Energy Drinks and Your (Teen’s) Teeth

Even the smallest children understand that sugar is bad for your teeth. We tell our little ones about Sugar Bugs (plaque) that dig in and put holes in their teeth, and extol the virtues of brushing and flossing to get rid of plaque. We also remind them that too much candy, sweetened fruit juice, and other sugar is “bad” for their teeth. But something we may not always warn them about is the devastating effect of acid on teeth.

Some of the most acidic products our children have access to are energy drinks. They’ve become the new soda, the new sports drink, and teenagers in particular are drinking them every day. Some of them are “sugar free,” which may lead parents to believe they’re not too damaging to young teeth.
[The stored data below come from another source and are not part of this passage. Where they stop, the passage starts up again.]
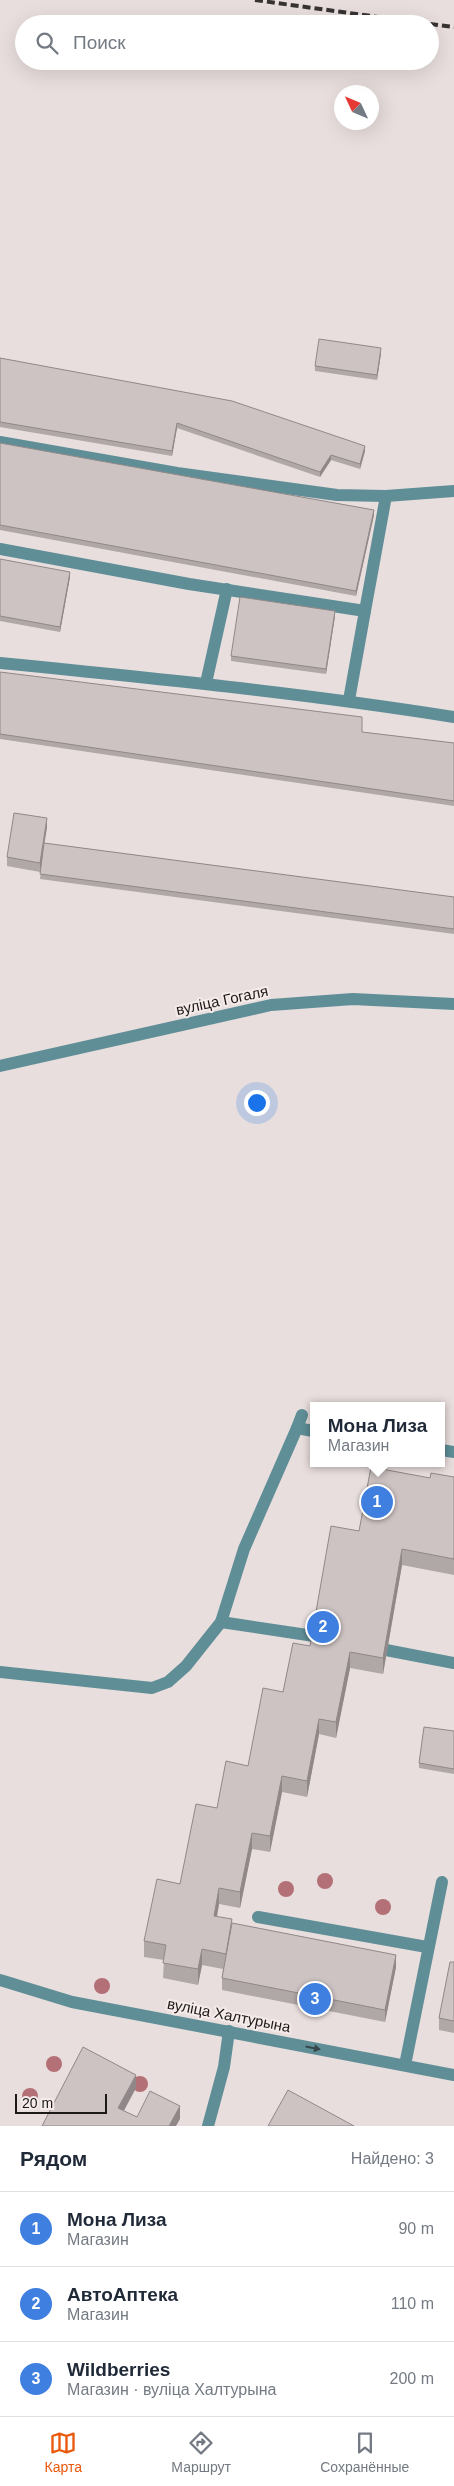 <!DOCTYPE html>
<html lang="ru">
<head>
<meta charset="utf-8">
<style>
	body { margin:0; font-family:Arial,sans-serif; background:#f6f6f7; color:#1f2937 }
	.compass { position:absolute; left:334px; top:85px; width:45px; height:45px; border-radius:50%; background:#fff; box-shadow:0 5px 20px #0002; rotate:314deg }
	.scale { position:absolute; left:15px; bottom:12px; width:92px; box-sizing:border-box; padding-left:5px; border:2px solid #1c1918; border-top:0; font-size:14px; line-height:18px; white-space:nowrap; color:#1c1918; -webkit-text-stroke:4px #f5ebea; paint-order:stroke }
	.you { position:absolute; left:256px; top:1102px; width:18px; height:18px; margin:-12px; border:4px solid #fff; border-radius:50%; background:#1a73e8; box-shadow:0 0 0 8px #1a73e833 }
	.badge { display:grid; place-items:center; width:32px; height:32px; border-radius:50%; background:#ea580c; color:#fff; font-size:16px; font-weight:700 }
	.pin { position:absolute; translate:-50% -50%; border:2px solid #fff; box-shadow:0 1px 5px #0006 }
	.popup { position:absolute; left:310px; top:1402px; width:135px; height:65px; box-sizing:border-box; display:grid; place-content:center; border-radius:0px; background:#fff; filter:drop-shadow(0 1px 4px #0005); font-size:16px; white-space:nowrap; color:#747a83 }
	.popup b { font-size:19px; color:#1f2937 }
	.popup::after { content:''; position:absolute; left:50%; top:100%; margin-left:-10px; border:10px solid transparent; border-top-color:#fff }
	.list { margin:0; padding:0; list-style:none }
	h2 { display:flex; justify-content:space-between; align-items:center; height:65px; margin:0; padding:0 20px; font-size:21px }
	h2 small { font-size:16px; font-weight:400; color:#747a83 }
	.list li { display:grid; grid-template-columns:32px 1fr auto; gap:15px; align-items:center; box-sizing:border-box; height:75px; padding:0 20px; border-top:1px solid #e0e1e3 }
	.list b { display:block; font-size:19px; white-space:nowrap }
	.list p { margin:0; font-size:16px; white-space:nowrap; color:#747a83 }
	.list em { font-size:16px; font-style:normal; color:#747a83 }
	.icon { flex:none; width:28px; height:28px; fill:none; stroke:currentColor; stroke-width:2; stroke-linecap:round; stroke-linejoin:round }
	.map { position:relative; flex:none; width:454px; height:2126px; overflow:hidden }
	.search { position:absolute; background:#fff; box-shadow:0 5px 20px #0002; left:15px; right:15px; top:15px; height:55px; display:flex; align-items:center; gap:12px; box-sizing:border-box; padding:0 18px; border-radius:28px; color:#747a83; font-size:19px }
	.sheet { height:290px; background:#fff }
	nav { display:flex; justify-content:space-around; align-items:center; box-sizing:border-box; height:70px; border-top:1px solid #e0e1e3; background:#fff; font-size:14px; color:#747a83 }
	nav a { display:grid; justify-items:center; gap:2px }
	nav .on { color:#ea580c }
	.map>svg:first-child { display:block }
</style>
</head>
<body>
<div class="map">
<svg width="454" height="2126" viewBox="0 0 454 2126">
	<rect width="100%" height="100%" fill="#e8dedd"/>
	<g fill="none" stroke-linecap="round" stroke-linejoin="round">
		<g stroke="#5f8e97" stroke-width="12">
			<polyline points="0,442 177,473 337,495 386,496 454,491"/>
			<polyline points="0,549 189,584 365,611 386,496"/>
			<path d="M0,663C152,678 303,693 454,717"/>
			<polyline points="206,683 227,589"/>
			<polyline points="349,700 365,611"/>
			<polyline points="297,1428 302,1415"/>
			<polyline points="441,1450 454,1452"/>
			<polyline points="221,1622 314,1636"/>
			<polyline points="386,1650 454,1663"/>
			<polyline points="0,1672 152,1688 168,1682 186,1666 221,1622 244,1549 297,1428 313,1431"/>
			<polyline points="258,1917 427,1947"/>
			<polyline points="405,2065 442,1882"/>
			<polyline points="208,2126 224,2067 229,2031"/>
		</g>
		<polyline stroke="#5f8e97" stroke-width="12" points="0,1980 72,2002 454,2075"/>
		<polyline stroke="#5f8e97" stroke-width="12" points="0,1066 271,1005 353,999 454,1004"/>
		<g stroke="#373332" stroke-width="4" stroke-dasharray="8 4" stroke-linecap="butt">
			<polyline points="255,0 429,24"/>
			<polyline points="430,24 454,27"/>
		</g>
	</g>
	<g fill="#b37076">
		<circle cx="325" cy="1881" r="8"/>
		<circle cx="286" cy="1889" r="8"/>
		<circle cx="383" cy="1907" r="8"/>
		<circle cx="102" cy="1986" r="8"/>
		<circle cx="54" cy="2064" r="8"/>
		<circle cx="140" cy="2084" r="8"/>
		<circle cx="30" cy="2096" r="8"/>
	</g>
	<g fill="#b0a8a7">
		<polygon points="381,353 377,380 315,371 315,366"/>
		<polygon points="0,358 365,451 360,469 331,460 320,477 177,428 172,456 0,427"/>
		<polygon points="0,443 374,515 356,596 0,530"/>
		<polygon points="0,559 70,577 60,632 0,621"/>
		<polygon points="335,616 326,674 231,661 231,656"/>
		<polygon points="0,672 362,732 454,743 454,806 0,739"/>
		<polygon points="47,827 44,843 454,897 454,934 40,879 44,846 40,872 7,866 7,857"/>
		<polygon points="454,1477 454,1575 402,1565 383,1674 350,1668 336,1738 319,1734 307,1797 282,1792 270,1852 252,1849 240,1908 219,1904 217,1917 232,1923 396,1967 385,2022 222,1990 222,1978 223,1969 202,1965 198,1985 163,1978 164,1960 144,1957 144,1941 180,1884 217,1808 248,1766 283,1692 310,1646 359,1531 430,1478"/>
		<polygon points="454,1731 454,1774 419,1768 419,1763"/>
		<polygon points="454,1962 454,2033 439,2030 439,2018"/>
	</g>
	<g fill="#908888">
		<polygon points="381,348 381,353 377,380 377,375"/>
		<polygon points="177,423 177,428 172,456 172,451"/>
		<polygon points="365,446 365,451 360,469 360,464"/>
		<polygon points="331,455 331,460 320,477 320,472"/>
		<polygon points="374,510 374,515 356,596 356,591"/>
		<polygon points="70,572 70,577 60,632 60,627"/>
		<polygon points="335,611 335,616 326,674 326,669"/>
		<polygon points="47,818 47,827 40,872 40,863"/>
		<polygon points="402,1549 402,1565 383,1674 383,1658"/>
		<polygon points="350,1652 350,1668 336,1738 336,1722"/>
		<polygon points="319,1719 319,1734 307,1797 307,1781"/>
		<polygon points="282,1776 282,1792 270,1852 270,1836"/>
		<polygon points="252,1833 252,1849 240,1908 240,1892"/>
		<polygon points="219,1888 219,1904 214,1932 214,1916"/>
		<polygon points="202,1949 202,1965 198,1985 198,1969"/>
		<polygon points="396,1955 396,1967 385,2022 385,2010"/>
		<polygon points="136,2075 136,2088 118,2122 118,2108"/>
		<polygon points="180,2106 180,2119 176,2126 169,2126"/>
	</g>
	<g fill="#cdc3c2" stroke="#908888">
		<polygon points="319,339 381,348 377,375 315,366"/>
		<polygon points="0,358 232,401 365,446 360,464 331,455 320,472 177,423 172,451 0,422"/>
		<polygon points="0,443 374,510 356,591 0,525"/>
		<polygon points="0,559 70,572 60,627 0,616"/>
		<polygon points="240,597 335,611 326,669 231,656"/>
		<polygon points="0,672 362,717 362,732 454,743 454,801 0,734"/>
		<polygon points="14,813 47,818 40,863 7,857"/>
		<polygon points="44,843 454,897 454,929 40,874"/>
		<polygon points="371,1467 430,1478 431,1473 454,1477 454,1559 402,1549 383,1658 350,1652 336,1722 319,1719 307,1781 282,1776 270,1836 252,1833 240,1892 219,1888 214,1916 232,1919 226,1954 202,1949 198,1969 163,1963 166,1945 144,1941 157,1879 180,1884 196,1804 217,1808 226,1761 248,1766 263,1688 283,1692 293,1643 310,1646 331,1526 359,1531"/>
		<polygon points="424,1727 454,1731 454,1769 419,1763"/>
		<polygon points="232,1923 396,1955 385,2010 222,1978"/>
		<polygon points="450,1962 454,1962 454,2021 439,2018"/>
		<polygon points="83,2047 136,2075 118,2108 137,2117 150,2091 180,2106 169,2126 42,2126"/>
		<polygon points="288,2090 354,2126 268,2126"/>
	</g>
	<defs><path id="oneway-solid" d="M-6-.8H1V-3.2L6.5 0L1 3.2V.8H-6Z" transform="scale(1.25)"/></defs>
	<use fill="#37484b" href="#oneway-solid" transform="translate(313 2048) rotate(11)"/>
	<g text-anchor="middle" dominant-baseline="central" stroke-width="4" stroke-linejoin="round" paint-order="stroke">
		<g font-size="15" fill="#1c1918" stroke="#f5ebea">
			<text transform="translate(222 1000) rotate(-12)">вуліца Гогаля</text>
			<text transform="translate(229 2015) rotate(11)">вуліца Халтурына</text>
		</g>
	</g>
</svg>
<svg class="compass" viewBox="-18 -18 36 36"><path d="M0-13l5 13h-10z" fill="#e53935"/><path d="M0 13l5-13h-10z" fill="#747a83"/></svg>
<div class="scale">20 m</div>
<div class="you"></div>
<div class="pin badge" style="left:377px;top:1502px;background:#3f7fe0">1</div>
<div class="popup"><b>Мона Лиза</b>Магазин</div>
<div class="pin badge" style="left:323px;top:1627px;background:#3f7fe0">2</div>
<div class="pin badge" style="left:315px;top:1999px;background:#3f7fe0">3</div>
<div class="search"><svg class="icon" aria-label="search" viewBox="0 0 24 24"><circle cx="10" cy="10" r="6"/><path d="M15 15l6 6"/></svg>Поиск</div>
</div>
<section class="sheet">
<h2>Рядом<small>Найдено: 3</small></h2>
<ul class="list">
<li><span class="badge" style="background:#3f7fe0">1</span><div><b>Мона Лиза</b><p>Магазин</p></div><em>90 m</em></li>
<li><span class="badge" style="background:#3f7fe0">2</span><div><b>АвтоАптека</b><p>Магазин</p></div><em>110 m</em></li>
<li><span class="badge" style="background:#3f7fe0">3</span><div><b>Wildberries</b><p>Магазин · вуліца Халтурына</p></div><em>200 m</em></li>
</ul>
</section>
<nav>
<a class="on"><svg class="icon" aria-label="map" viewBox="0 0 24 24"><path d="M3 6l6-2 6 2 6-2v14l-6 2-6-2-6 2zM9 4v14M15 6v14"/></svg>Карта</a>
<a><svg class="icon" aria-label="directions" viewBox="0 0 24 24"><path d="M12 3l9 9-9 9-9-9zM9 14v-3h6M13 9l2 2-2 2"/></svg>Маршрут</a>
<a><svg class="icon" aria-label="saved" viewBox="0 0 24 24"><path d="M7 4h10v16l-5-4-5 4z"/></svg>Сохранённые</a>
</nav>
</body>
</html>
But this isn’t the case.

Most energy drinks contain high amounts of citric acid. This is a common preservative that also enhances flavor; but one other thing is does very well is strip the enamel from teeth. Once enamel is gone, it isn’t replaced, leaving teeth vulnerable and unprotected against plaque, cavities, and decay.
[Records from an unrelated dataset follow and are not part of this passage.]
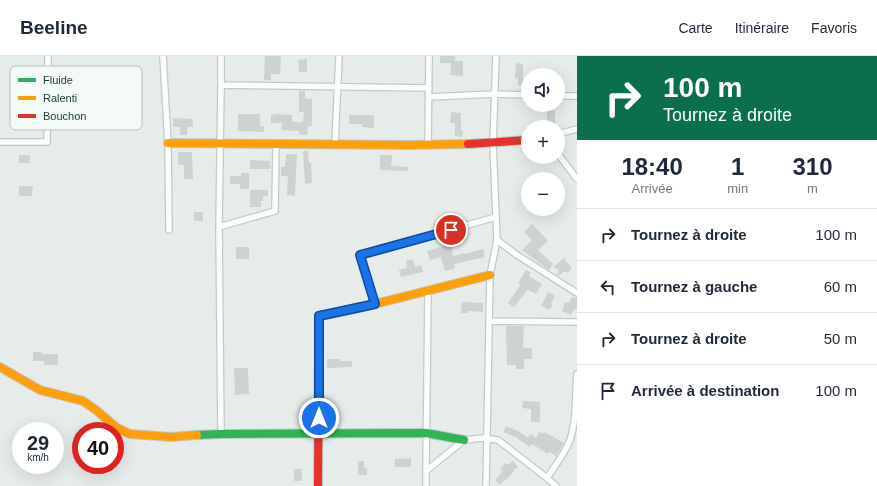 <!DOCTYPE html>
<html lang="fr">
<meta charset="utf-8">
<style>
body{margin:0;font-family:Helvetica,sans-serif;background:#f2f2f3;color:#1f2937;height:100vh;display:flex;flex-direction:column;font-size:15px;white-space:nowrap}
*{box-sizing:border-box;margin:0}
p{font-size:13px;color:#747a83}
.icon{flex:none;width:22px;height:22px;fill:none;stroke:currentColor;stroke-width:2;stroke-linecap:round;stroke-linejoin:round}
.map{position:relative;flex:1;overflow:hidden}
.drawer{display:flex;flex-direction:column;background:#fff;width:300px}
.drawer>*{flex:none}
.top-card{background:#0b6e4f;color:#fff;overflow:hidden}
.tools{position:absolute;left:521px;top:12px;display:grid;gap:8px}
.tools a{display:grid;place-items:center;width:44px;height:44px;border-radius:50%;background:#fff;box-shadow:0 4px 16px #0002;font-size:20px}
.speed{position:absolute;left:12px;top:366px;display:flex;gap:8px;font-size:20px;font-weight:700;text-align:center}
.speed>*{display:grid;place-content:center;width:52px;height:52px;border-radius:50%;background:#fff;box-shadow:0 4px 16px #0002;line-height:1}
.speed small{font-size:10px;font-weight:400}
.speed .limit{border:6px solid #d22;background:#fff;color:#111}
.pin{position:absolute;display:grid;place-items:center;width:34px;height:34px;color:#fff;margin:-17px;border:2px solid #fff;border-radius:50%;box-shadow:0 1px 4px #0007}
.me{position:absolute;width:44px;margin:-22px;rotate:0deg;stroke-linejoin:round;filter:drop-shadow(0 0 3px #0008)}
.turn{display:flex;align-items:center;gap:14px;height:84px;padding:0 20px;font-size:18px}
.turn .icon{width:52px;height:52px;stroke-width:2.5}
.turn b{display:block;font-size:28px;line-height:34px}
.eta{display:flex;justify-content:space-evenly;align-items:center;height:68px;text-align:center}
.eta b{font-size:24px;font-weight:700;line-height:28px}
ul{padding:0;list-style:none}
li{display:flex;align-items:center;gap:12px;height:52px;padding:0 20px;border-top:1px solid #e0e1e3}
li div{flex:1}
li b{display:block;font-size:15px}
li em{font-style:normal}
header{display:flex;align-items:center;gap:24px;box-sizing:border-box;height:56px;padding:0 20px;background:#fff;border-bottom:1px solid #e0e1e3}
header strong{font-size:19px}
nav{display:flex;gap:22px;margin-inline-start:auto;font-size:14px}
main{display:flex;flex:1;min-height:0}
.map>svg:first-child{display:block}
.building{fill:#cdd3d1}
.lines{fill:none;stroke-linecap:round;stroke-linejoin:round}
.street-casing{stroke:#c3c9c6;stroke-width:8}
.fast-casing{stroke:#c1c9c6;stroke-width:10}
.slow-casing{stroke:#c1c9c6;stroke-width:10}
.jam-casing{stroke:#c1c9c6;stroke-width:10}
.street{stroke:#fbfcfc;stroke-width:5.5}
.fast{stroke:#30b455;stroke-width:8}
.slow{stroke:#ff9f0a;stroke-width:8}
.jam{stroke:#e5322d;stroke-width:8}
.route-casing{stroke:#114b97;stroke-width:10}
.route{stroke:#1a73e8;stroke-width:7}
.key{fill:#f4faf7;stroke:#b5c2be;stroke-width:1}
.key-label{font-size:11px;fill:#22403a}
</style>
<header>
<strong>Beeline</strong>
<nav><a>Carte</a><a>Itinéraire</a><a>Favoris</a></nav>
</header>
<main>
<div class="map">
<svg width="577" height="430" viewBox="0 0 577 430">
<rect width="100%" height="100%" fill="#e6ece9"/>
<path class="building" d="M265,0H281L280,18H271V24H264Z
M440,0H455V5H463V20L450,19L451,7H440Z
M307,3V16H299L298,4Z
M516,7L523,8V30L518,29V22H515Z
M299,35H305V42L312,43V70H308L307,79H299V75L281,74L282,67H271V59L278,58L292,59V66H303L304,56H299Z
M547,54H555V69H547Z
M451,56L461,57V74H463L462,81L455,80V67H450Z
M238,58H260V70H264V76L238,75Z
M349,59H374V72L362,71V68H349Z
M173,62L193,63V71H187V79H180V71H173Z
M303,95H308L309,107H311L312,127L305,128Z
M178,96H192L193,123H184V109H178Z
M286,98H297L295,140L287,139L288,120H281V111H285Z
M19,99H30V107H19Z
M380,99H392L391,110L408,111V115L380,114Z
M250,104L270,105V113H250Z
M241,117H249V133H240V128H230V120H241Z
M19,130H33L32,140H19Z
M250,134H268V140H263V145H261V151H250Z
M194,156H203V165H194Z
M532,168L548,185L538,194L553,208L549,214L522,194L532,184L524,176Z
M447,189V191L451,190L453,200L465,197V198L483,193L485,201L454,208L455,212L445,215L441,201L430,204L427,195Z
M236,191H249V203H236Z
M564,202L572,213L567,217L565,215L558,220L557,219L559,214L553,211Z
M413,203L415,211L421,209L423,216L401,221L399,214L407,212L406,205Z
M526,214L531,216L529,220L542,228L536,238L528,234L529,232L514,251L508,247L521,228L518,227Z
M548,236L555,240L551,247L553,248L549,254L541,250Z
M572,241L577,243V254L574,253L571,259L562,255L565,246L569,247Z
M467,246L483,247V256L468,255V257H461L462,247Z
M506,270H524L523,292H532V303H524V313H516V309H507Z
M33,296H41V298H58V309H44V305H33Z
M327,303H340V305H352V311L327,312Z
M234,312H248L249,338L235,339Z
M523,345L540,346V366H531V353L522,352Z
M506,370L520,376L528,382L531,378L536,382L539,376L544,378L545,376L564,387L556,400L549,396L548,398L532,388L530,391L518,383V382L503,376Z
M411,402V411H395V403Z
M358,405H364V412H367V419H358Z
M513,405L518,411L514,414V415L509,421L499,429L495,424L503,415L500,413L505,407L508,409Z
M294,413H302V425H294Z"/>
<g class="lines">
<defs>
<path id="street" d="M163,0L168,87L169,174
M221,0V29L429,32
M496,0L493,88L497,184L517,199L577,237
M558,40H577
M429,41L494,38L528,39
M558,78L577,73
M0,86H47L48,0
M335,88L339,0
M428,89L429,0
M558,98L577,123
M219,171L275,155L276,88
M375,249L360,199L496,161
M489,265L577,266
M221,378L219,171L221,29
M426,415L428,235
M547,422C555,410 565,397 570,384C577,363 575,340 577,318
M426,430V415L464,384L483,382L498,384L547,422L556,430
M486,430L490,219L497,184"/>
<path id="fast" d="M197,379L221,378L426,377L464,384"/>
<path id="slow" d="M168,87L409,89L468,88
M363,251L490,219
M0,311L40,334L83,345L96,354L117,372L130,378L171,381L197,379"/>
<path id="jam" d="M468,88L528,84
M318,430L319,260L363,251"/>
</defs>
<use href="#street" class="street-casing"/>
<use href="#fast" class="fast-casing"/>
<use href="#slow" class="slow-casing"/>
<use href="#jam" class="jam-casing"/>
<use href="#street" class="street"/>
<use href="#fast" class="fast"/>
<use href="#slow" class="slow"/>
<use href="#jam" class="jam"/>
</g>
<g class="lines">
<defs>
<path id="route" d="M319,362V260L375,248L360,199L451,174"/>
</defs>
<use href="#route" class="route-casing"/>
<use href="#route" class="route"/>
</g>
<rect x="10" y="10" width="132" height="64" rx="6" class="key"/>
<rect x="18" y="22" width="18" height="4" fill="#30b455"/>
<rect x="18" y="40" width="18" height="4" fill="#ff9f0a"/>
<rect x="18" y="58" width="18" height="4" fill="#e5322d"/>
<g class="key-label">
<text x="43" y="28">Fluide</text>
<text x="43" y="46">Ralenti</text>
<text x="43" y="64">Bouchon</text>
</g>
</svg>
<div class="tools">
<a><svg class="icon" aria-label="sound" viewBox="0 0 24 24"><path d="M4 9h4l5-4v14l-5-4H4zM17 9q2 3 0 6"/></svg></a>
<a>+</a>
<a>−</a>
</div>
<div class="speed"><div>29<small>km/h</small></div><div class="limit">40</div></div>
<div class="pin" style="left:451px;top:174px;background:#d93025"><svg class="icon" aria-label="arrive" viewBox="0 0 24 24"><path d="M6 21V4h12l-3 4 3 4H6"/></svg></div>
<svg class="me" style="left:319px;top:362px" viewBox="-20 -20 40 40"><circle r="17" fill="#1a73e8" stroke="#fff" stroke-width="3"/><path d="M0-11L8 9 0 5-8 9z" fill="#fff"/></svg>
</div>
<section class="drawer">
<div class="top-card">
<div class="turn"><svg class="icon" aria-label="right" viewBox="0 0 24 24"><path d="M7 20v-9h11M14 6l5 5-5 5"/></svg><div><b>100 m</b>Tournez à droite</div></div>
</div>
<div class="eta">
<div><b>18:40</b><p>Arrivée</p></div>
<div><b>1</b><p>min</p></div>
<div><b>310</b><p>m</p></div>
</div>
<ul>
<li><svg class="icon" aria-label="right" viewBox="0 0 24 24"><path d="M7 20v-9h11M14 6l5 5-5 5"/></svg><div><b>Tournez à droite</b></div><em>100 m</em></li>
<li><svg class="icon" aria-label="left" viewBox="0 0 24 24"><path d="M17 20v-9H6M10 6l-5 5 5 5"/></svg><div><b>Tournez à gauche</b></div><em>60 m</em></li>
<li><svg class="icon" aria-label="right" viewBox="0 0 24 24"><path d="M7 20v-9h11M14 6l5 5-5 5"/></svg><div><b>Tournez à droite</b></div><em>50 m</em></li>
<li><svg class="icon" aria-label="arrive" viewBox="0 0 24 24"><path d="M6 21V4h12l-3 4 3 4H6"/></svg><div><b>Arrivée à destination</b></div><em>100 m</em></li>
</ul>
</section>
</main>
An estimated 30-50% of teenagers drink energy drinks with some regularity. Studies have shown these drinks, more than sports drinks or even soda, contain high amounts of citric acid and have deleterious effects on tooth enamel. Excess citric acid an also cause kidney stones and loss of bone mass.

The things that are good for your body are generally good for your teeth, too, and the opposite holds true as well. Energy drinks may be delicious, and they may give a tired student that extra “kick” he thinks he needs to make it through the day. But parents need to be aware of the dangers of these drinks. Helping your adolescent to eat healthy food, drink healthy beverages such as water and milk, stay active, and get plenty of sleep will pay off in dividends. His entire body will be healthier—including his teeth!